There’s no real excuse for this, but the argument will be that he speaks with his powers, and in that respect he’s a poet. No sooner has the game begun than he’s siphoning electricity from anything plugged in and firing it out as bullets, shields, bombs, rockets, restraints, tractor beams, defibrillating shocks, kinetic blasts and, ultimately, lightning. It’s the loadout from a dozen popular action games given a makeover.
Infamous 2 is interactive fan fiction, a clumsy popculture magpie. Its best weapon: the sticky bomb, which is identical to Halo’s plasma grenade in almost every respect. Its biggest villain: The Beast, a giant glowing man who, it’s revealed, has everything in common with Watchmen’s Dr Manhattan. Its story: Watchmen again, via Blade II and X-Men. Its environment: somewhere between Left 4 Dead 2, Crackdown, Mercenaries and The Saboteur, and often distractingly similar to one or the other. And LittleBigPlanet? We’ll get to that.
What little of the story matters involves the destruction of Empire City (New York) by the aforementioned Beast, whose trek across America is watched avidly by in-game TV broadcasts. MacGrath flees to New Marais (New Orleans) in the deep south, a place of conflict and superstition – a perfect dojo for his powers. But what’s this? The levees have broken and feral mutant freaks have started rising from the floods.

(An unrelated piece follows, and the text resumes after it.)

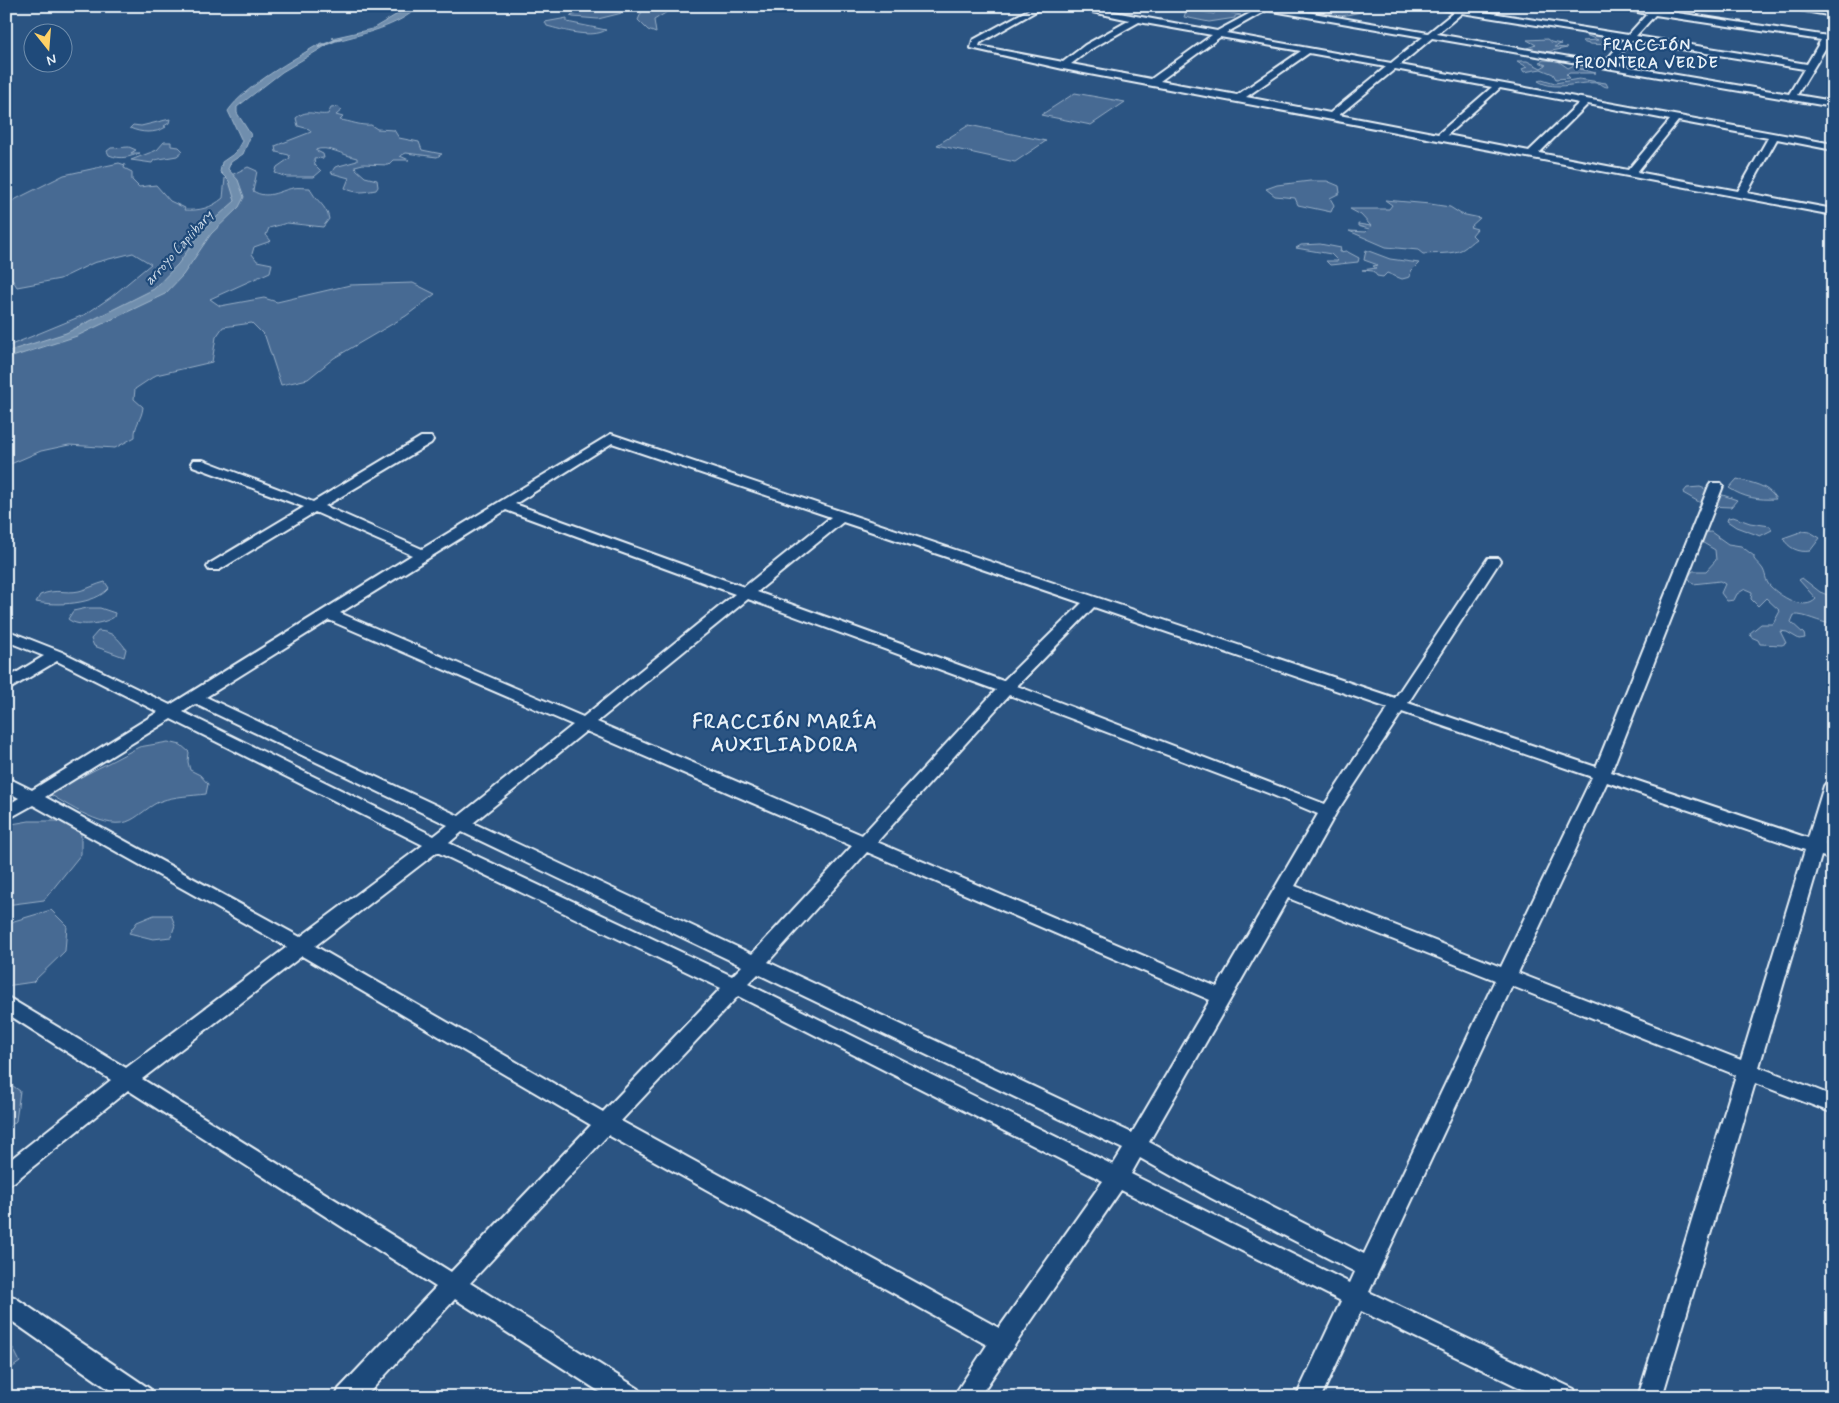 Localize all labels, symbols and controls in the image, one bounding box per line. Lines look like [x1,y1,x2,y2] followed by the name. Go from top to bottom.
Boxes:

For nefarious private army the Militia, it’s the perfect staging ground for a war against the Conduits, the world’s emerging population of supermen and women.
Together with sidekick gadget man Zeke, MacGrath quickly teams up with bickering supergirls Nix (an atrociously characterised voodoo tribeswoman) and Kuo (a special agent on the wrong side of a Militia experiment). To say this dovetails with returning plot threads from Infamous would be generous: for newcomers to the series, much of the dialogue will sound like impenetrable fanboy gobbledygook.
From a gameplay perspective, what’s really important is that MacGrath needs enough power to activate the RFI, a shiny round MacGuffin full of dormant special effects, and the last, best hope against The Beast. This he achieves by consuming ‘Blast Cores’ found in key story missions.
To be fair, Infamous 2 is a game of two halves, only one of which is horrible. The first, which sees the game methodically set its agenda, is actually pretty good. The murky and misty New Marais is a much better place for the series’ murky and misty in-game palette, not to mention a melting pot of bustling pedestrians. You’re reminded of the how well the game reacts physically to MacGrath’s actions, cars dying as their batteries are sucked dry, buildings shredded by combat. And with a broader range of entry-level powers than last time, moving up and around the buildings is a painless and more attractive process.